There was a significant difference between the groups in levels of urea, creatinine, GFR, creatine kinase (CK), uric acid, low-density lipoprotein (LDL) cholesterol, high-density lipoprotein (HDL) cholesterol, FT4, FT3 and potassium (p = 0.001, p < 0.001, p < 0.001, p = 0.010, p < 0.001, p = 0.036, p = 0.047, p = 0.001, p < 0.001 and p = 0.027 respectively) (Table 2).

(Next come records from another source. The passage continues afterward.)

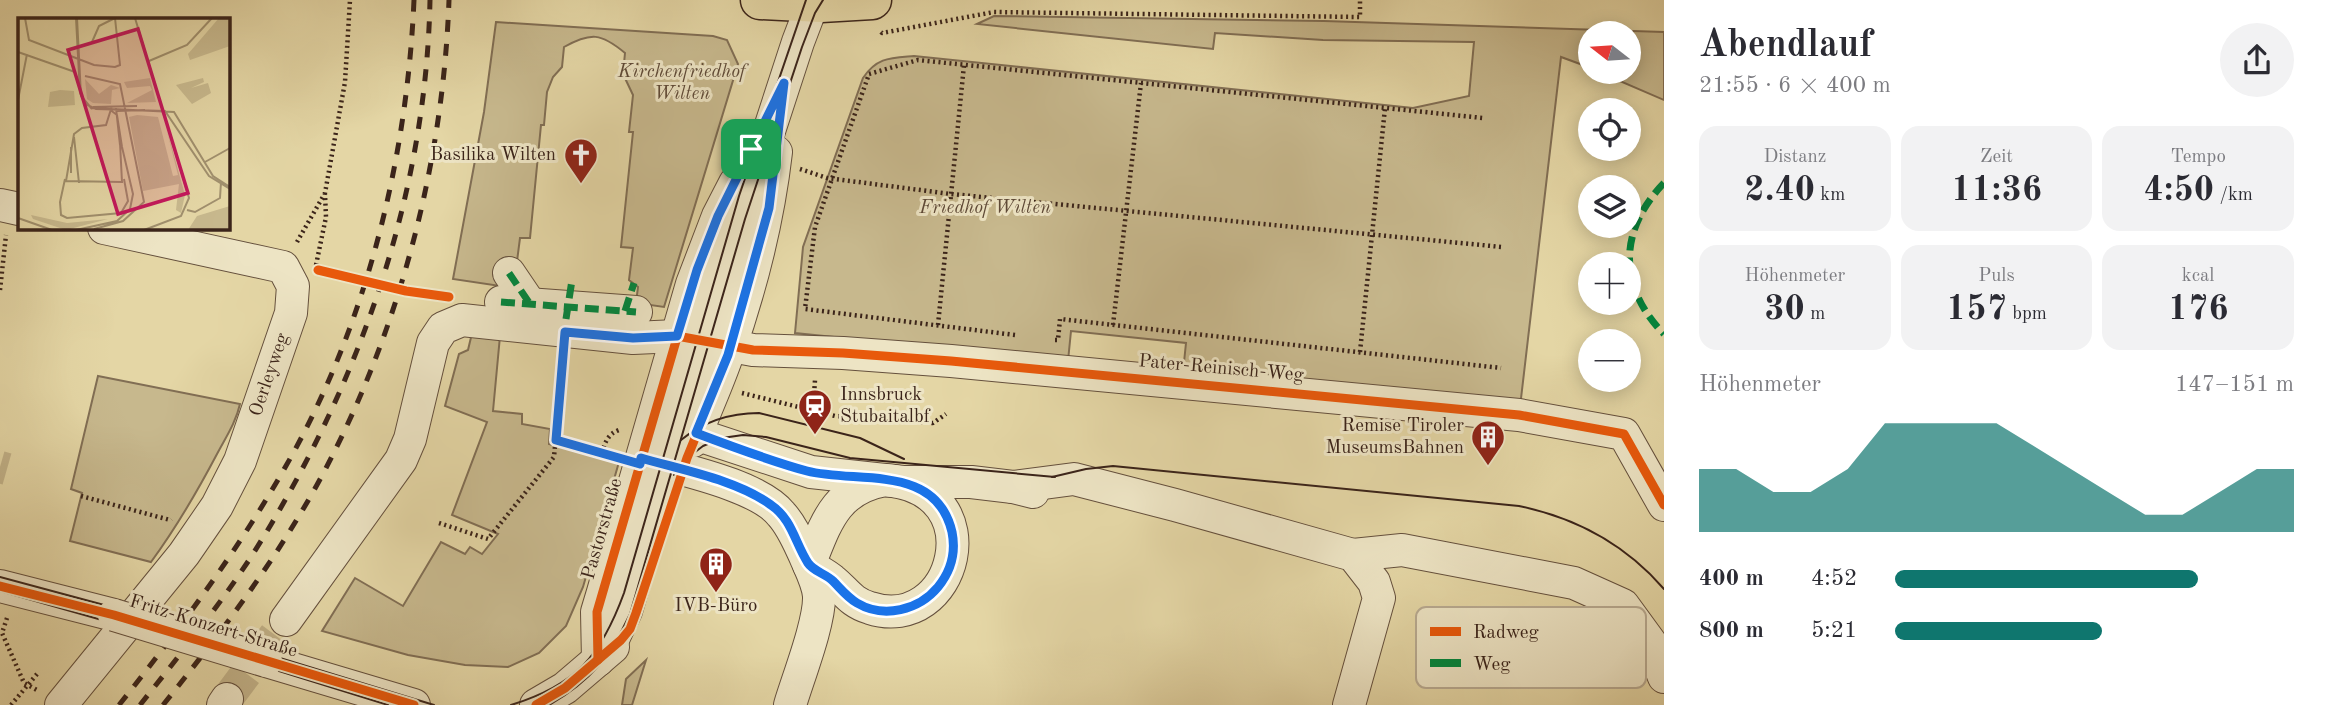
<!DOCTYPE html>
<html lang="de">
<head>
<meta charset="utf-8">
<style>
  :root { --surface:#fff; --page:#f2f2f3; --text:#2b2b33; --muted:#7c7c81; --accent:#0f766e }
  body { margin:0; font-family:"Old Standard TT",serif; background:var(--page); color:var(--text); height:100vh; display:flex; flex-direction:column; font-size:26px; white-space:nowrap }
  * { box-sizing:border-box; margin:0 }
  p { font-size:23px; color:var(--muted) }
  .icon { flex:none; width:38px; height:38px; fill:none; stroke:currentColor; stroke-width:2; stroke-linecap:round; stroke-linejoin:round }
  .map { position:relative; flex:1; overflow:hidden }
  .sheet { display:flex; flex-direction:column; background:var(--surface); width:665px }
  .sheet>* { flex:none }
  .needle { width:46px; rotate:287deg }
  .fabs { position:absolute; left:1578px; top:21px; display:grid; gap:14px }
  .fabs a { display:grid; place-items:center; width:63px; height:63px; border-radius:50%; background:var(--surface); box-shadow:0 4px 18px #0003; font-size:35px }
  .pin { position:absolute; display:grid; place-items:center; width:60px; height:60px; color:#fff; margin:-30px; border-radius:14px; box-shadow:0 4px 10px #0006 }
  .round { display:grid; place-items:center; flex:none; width:74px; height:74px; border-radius:37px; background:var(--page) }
  .head { display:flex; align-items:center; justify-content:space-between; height:119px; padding:0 35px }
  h1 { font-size:38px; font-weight:600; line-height:52px }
  .metrics { display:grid; grid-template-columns:repeat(3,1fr); gap:10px; height:119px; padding:7px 35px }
  .metrics div { display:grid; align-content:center; border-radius:18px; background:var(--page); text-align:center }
  .metrics b { font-size:35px; font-weight:600 }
  .metrics small { font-size:19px; font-weight:400 }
  .metrics p { font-size:19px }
  .chart { height:196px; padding:14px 35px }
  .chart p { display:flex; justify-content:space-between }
  .chart svg { width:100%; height:126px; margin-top:7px; fill:var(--accent); opacity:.7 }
  ul { padding:0 35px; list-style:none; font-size:23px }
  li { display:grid; grid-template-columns:112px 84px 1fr; align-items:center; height:52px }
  li i { height:18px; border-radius:9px; background:var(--accent) }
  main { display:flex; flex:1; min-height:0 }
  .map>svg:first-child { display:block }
  .green { fill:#c7b88d; stroke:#816e54; stroke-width:2 }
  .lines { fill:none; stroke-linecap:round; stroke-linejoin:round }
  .minor-tunnel { stroke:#c2b289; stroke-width:32; stroke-dasharray:32 16; stroke-linecap:butt }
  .minor-casing { stroke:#65503d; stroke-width:34 }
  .major-casing { stroke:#3b241a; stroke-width:41 }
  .path { stroke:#3b241a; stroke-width:4.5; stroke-dasharray:2 3.5; stroke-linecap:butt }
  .minor { stroke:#ede4c4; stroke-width:32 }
  .major { stroke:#e4d6a5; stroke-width:38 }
  .tram { stroke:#3b241a; stroke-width:2 }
  .rail { stroke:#3b241a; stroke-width:5; stroke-dasharray:12 12; stroke-linecap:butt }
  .minor-bridge-casing { stroke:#65503d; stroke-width:34; stroke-linecap:butt }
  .path-bridge { stroke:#3b241a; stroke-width:4.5; stroke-dasharray:2 3.5; stroke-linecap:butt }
  .minor-bridge { stroke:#ede4c4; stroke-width:32 }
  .quiet { stroke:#00873e; stroke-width:7; stroke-dasharray:14 7; stroke-linecap:butt }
  .cycleway-casing { stroke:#ede4c4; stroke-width:13 }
  .cycleway { stroke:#e8590c; stroke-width:9 }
  .route-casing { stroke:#fff; stroke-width:14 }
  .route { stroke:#1a73e8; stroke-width:9 }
  .labels { text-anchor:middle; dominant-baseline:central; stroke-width:6; stroke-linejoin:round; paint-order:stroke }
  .park-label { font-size:19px; font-style:italic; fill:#5e4937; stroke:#ede4c4 }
  .poi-label { font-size:19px; fill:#3b241a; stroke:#ede4c4; text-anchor:end }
  .street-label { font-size:19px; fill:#3b241a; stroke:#ede4c4 }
  .inset-road { fill:none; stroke:#a08f6d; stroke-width:2 }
  .view { fill:#c2185b; fill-opacity:0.15; stroke:#c2185b; stroke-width:3.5 }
  .inset-edge { fill:none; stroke:#3b241a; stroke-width:3.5 }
  .key { fill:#ede4c4; stroke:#b8aa91; stroke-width:2 }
  .key-label { font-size:19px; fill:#3b241a }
</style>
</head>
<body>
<main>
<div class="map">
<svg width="1664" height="705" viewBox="0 0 1664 705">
  <rect width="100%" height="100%" fill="#e4d6a5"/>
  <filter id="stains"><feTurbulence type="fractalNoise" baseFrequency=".00286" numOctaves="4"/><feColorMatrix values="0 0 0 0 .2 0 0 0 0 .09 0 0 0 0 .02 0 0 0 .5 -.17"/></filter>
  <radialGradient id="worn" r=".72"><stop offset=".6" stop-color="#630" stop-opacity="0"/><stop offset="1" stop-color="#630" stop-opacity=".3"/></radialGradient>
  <g class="green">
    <path d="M994 16 1324 21 1664 32V100L1599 72H1629V33H1591V68L1561 57 1520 407 1183 372 1186 343 1071 331 1068 361 795 333 803 247 863 78C877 57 891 58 914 56L1413 108 1469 96 1474 42 1323 40 1215 33 1213 49 977 24Z"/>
    <path d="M496 22 713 36 727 40 738 64 664 307 636 303 638 287 629 280 633 248 621 247 633 132H629L633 95 623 74 625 53C601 33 591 32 564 47L562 67 553 77 547 92 544 125H541L530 238H520L516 269 500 286 453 279 484 112Z"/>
    <polygon points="473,329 500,336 493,411 522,414 522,424 550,429 549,444 619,462 583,587 566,626 539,653 508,667 465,665 408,655 322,631 355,578 403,606 441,542 465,554 470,547 482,554 498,534 452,515 487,422 445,406 459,354 468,350"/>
    <path d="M98 376 240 404C236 422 226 437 217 454 197 492 176 528 151 562L70 541 82 493 71 489Z"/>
    <polygon points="646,660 632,705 622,705 626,679"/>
  </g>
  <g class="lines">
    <g class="minor-tunnel">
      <polyline points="0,467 7,469"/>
      <polyline points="227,699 286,620"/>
    </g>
    <g class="minor-casing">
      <g id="minor">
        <polyline points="0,205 19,209"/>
        <polyline points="509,273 530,304"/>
        <polyline points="501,302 636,312"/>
        <polyline points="677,428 811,472 903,482 971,482 1013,487 1033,492"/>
        <path d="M693 441C704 413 717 385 727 356 750 291 768 222 776 152"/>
        <path d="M648 460C683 470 759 486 781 514 792 526 798 541 805 556 810 568 818 583 819 596 820 622 798 678 790 705"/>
        <path d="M885 480C996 489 955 636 870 608 850 602 846 591 832 580 825 574 816 570 809 565 826 523 835 489 885 480Z"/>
        <polyline points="1013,487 1074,479 1175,505 1353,555 1374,582 1379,598 1349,705"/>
        <polyline points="1353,555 1402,550 1574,583 1623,605 1650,642 1664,677"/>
        <polyline points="0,586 114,615"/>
        <polyline points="286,620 401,460 410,439 433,343 443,328 462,320 633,338 677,336 753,350 843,353 951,361 1519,415 1624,434 1664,505"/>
        <polyline points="598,660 614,637 626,611 738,226 798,42 814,0"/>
        <polyline points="598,660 597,612 603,592 692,284 718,216 735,183"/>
        <polyline points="266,661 414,705"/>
        <polyline points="61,705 184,554 217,506 240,461 291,313 293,286 283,267 104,228"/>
        <polyline points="223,705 227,699"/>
        <polyline points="536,705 565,688 613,647"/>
      </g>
    </g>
    <g class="major-casing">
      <polyline id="major" points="760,0 821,3 872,0"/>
    </g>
    <g class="path">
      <polyline points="881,32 882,33 994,12 1360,17 1360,0"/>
      <polyline points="800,169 827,178 951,194 1502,247"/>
      <polyline points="297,242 325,193 345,82 350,0"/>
      <polyline points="316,265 326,217 325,194"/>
      <polyline points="0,290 6,235"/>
      <polyline points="938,325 964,65"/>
      <polyline points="1113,325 1141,83"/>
      <polyline points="1015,335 805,309 815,227 869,74 918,60 1483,118"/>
      <polyline points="1055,340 1058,340 1060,319 1501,368"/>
      <polyline points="1360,352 1385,108"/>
      <polyline points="742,393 835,416 933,423 946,414"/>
      <polyline points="813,410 815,380"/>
      <polyline points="556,440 612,456"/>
      <path d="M602 453C605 442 608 434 619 430"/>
      <polyline points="81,496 170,520 171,519"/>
      <polyline points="439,523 488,539 554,457 563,359"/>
      <polyline points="7,618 2,633 24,683 37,690"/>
      <polyline points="11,705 37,674"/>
    </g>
    <use href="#minor" class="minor"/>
    <use href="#major" class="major"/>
    <g class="tram">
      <path d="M681 440C703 422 731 413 759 413L860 438 904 459"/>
      <polyline points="674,475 686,459 703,446 722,438 743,435 766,437 850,458 1055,477"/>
      <path d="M1052 477 1086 469 1113 466 1519 506C1577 518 1625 544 1664 589"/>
      <polyline points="0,577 119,609 434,705"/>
      <polyline points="0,591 263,666 388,705"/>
      <path d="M511 705C576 685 601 656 624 593L739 196 806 0"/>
      <path d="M549 705C591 681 610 657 630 614L745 219 802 47 815 13 823 0"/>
    </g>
    <g class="rail">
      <path d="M119 705C182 626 242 545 291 457 368 318 407 158 414 0"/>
      <path d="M140 705C178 657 217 609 251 557 357 390 426 199 430 0"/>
      <path d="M163 705C220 634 274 563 318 483 398 336 443 167 449 0"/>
    </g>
    <g class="minor-bridge-casing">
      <polyline id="minor-bridge" points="114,615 266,661"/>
    </g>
    <polyline class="path-bridge" points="318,270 406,291 449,297"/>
    <use href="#minor-bridge" class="minor-bridge"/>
    <g class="quiet">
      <path d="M1664 183C1618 231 1618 287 1664 334"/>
      <polyline points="509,273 530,304"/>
      <polyline points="501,302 636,312"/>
      <polyline points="625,311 634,283"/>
      <polyline points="566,319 572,280"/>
    </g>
    <g class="cycleway-casing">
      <g id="cycleway">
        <polyline points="318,270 406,291 449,297"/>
        <polyline points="677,336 753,350 843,353 951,361 1519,415 1624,434 1664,505"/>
        <polyline points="0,586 114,615 414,705"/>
        <polyline points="598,660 597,612 697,269 718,216 777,97"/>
        <polyline points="536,705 565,688 621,640 630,629 636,613 687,458 720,377 739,321 769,208 784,83"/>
      </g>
    </g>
    <use href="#cycleway" class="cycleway"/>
  </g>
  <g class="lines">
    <g class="route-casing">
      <path id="route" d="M784 83 769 208 728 355 696 433C733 447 770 461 807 471 858 484 936 463 952 532 956 552 951 571 938 587 919 610 884 619 857 603 847 597 841 589 833 581 826 574 813 571 808 563 795 543 792 519 771 505 737 480 682 470 641 458L640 464 556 440 565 332 633 338 677 336 697 270 718 216Z"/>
    </g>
    <use href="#route" class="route"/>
  </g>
  <defs>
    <g id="church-pin" transform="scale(1.75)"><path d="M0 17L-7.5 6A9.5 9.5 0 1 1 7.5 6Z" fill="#8f2418" stroke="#ede4c4"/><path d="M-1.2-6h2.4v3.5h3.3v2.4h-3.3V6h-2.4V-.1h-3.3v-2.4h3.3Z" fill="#fff"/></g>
    <g id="station-pin" transform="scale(1.75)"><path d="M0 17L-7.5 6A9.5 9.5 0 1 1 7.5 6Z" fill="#8f2418" stroke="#ede4c4"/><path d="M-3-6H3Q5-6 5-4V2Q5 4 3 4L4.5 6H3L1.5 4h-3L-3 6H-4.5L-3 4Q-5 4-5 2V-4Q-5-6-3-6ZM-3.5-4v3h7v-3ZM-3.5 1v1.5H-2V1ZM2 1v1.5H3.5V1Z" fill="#fff"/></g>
    <g id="building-pin" transform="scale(1.75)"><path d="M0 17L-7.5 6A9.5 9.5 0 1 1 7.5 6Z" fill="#8f2418" stroke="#ede4c4"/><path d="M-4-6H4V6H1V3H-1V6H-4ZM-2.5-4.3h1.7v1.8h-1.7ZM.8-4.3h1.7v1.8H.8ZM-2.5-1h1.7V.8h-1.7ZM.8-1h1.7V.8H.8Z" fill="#fff"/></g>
  </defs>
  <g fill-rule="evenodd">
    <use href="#church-pin" x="581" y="155"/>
    <use href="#station-pin" x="815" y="406"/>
    <use href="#building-pin" x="1488" y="437"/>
    <use href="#building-pin" x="716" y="564"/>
  </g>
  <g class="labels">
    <g class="park-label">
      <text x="682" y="72">Kirchenfriedhof<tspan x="682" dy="22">Wilten</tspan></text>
      <text x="985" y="208">Friedhof Wilten</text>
    </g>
    <g class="poi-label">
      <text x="556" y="155">Basilika Wilten</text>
      <text x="840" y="395" text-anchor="start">Innsbruck<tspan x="840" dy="22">Stubaitalbf</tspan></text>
      <text x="1464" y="426">Remise Tiroler<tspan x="1464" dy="22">MuseumsBahnen</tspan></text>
      <text x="716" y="606" text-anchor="middle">IVB-Büro</text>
    </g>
    <g class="street-label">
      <text transform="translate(1221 369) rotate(5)">Pater-Reinisch-Weg</text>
      <text transform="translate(270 375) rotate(-71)">Oerleyweg</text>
      <text transform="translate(603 529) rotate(-74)">Pastorstraße</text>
      <text transform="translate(213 627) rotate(17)">Fritz-Konzert-Straße</text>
    </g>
  </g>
  <g transform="translate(18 18)">
    <rect width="212" height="212" fill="#e4d6a5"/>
    <path d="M201 0H212V28L172 42 170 36ZM132 60 138 84 109 85 134 72 132 68 109 70 106 64ZM185 60 186 64 173 70 190 65 193 75 174 86 158 67ZM67 61 81 76 93 67 102 70 94 72 93 86 75 85 69 81ZM42 72 56 73 57 87 30 89 32 74ZM119 97 140 99 155 158 160 157 148 109 167 177 163 195 158 192 161 166 125 173 111 99ZM212 188V210L170 212 179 198ZM13 197 49 205 90 201 48 212 15 201Z" fill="#c7b88d"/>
    <path class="inset-road" d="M7 0 11 22 76 47 97 49 102 47 97 0M58 0 62 75 67 86 78 91 147 93 191 158 212 171M59 0 63 78 74 91M117 0 171 180 163 198 126 212M74 24 81 8 97 0M0 34 57 54M131 43 169 27 194 0M67 58 102 66 126 184 105 203 76 211M0 82 9 36M94 88 88 107 64 110 56 116 48 163 104 164 102 125M75 89 119 88M73 90 156 94 195 158 212 169M98 90 102 127M91 91 99 97 104 129M99 93 127 92M56 119 61 165M53 129V155M187 144 212 130M47 161 42 184 43 197 49 200 103 195 110 183 106 161M169 192 177 194 202 180 203 164M0 200 34 212M58 212 99 203 112 191 115 176 104 129"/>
    <path class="view" d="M120 11 170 175 100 196 50 32Z"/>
    <rect width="212" height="212" class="inset-edge"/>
  </g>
  <rect x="1416" y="607" width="230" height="81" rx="10" class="key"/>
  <rect x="1430" y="627" width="31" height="9" fill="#e8590c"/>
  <rect x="1430" y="659" width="31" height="8" fill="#00873e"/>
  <g class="key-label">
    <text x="1473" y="638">Radweg</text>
    <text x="1473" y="670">Weg</text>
  </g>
  <rect width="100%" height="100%" filter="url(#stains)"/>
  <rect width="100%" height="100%" fill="url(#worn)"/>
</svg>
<div class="fabs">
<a><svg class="needle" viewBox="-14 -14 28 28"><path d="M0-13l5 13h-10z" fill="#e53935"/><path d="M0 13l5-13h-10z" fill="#7c7c81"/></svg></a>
<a><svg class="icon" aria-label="locate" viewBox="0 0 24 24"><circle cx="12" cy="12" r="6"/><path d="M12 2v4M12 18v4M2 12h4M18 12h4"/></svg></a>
<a><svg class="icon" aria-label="layers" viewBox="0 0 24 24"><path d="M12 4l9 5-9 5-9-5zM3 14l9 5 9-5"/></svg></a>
<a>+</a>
<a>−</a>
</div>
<div class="pin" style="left:751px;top:149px;background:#1e9e55"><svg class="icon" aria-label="arrive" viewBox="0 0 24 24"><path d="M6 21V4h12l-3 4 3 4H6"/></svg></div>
</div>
<section class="sheet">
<div class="head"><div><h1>Abendlauf</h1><p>21:55 · 6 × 400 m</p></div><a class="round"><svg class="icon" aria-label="share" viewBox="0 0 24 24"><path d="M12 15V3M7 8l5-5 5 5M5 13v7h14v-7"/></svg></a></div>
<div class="metrics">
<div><p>Distanz</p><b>2.40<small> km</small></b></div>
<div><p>Zeit</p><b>11:36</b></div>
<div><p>Tempo</p><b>4:50<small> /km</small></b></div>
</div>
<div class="metrics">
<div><p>Höhenmeter</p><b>30<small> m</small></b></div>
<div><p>Puls</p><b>157<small> bpm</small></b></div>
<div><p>kcal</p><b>176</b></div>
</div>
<div class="chart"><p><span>Höhenmeter</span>147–151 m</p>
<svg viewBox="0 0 160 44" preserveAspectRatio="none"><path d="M0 44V22L10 22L20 30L30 30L40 22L50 6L60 6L70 6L80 6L90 14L100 22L110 30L120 38L130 38L140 30L150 22L160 22V44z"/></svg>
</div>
<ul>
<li><b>400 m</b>4:52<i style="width:76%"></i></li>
<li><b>800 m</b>5:21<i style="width:52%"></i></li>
</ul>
</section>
</main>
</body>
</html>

The binary logistic regression analyses are shown in Table 3. In the univariate logistic regression analyses, male gender (OR 0.330, 95% CI 0.121–0.902; p = 0.031), age > 60 years (OR 0.222, 95% CI 0.080–0.621; p = 0.004), hypothyroidism diagnosed after age 60 years (OR 0.127, 95% CI 0.035–0.511; p = 0.462), presence of DM (OR 0.156, 95% CI 0.042–0.580; p = 0.006), presence of HT (OR 0.074, 95% CI 0.023–0.235; p  0.001), hyperuricaemia (OR 0.110, 95% CI 0.024–0.503; p  = 0.004), CK > 1000 U/L (OR 0.246, 95% CI 0.082–0.739; p  = 0.012), FT4 < 0.2 ng/dL (OR 0.241, 95% CI 0.083–0.700; p  = 0.009), FT3 < 1.3 pg/mL (OR 0.080, 95% CI 0.019–0.345; p  = 0.001) and statin use (OR 0.120, 95% CI 0.026–0.557; p  = 0.007) were statistically significant predictors for the occurrence of AKI due to severe hypothyroidism. Multivariate logistic regression analyses showed that age greater than 60 when diagnosed with hypothyroidism (OR 59.674, 95% CI 5.955–598.031; p = 0.001), FT3 < 1.3 pg/mL (OR 17.151, 95% CI 2.491–118.089; p = 0.004), CK > 1000 U/L (OR 11.522, 95% CI 1.602–82.848; p = 0.015) were predictors for the development of AKI associated with severe hypothyroidism.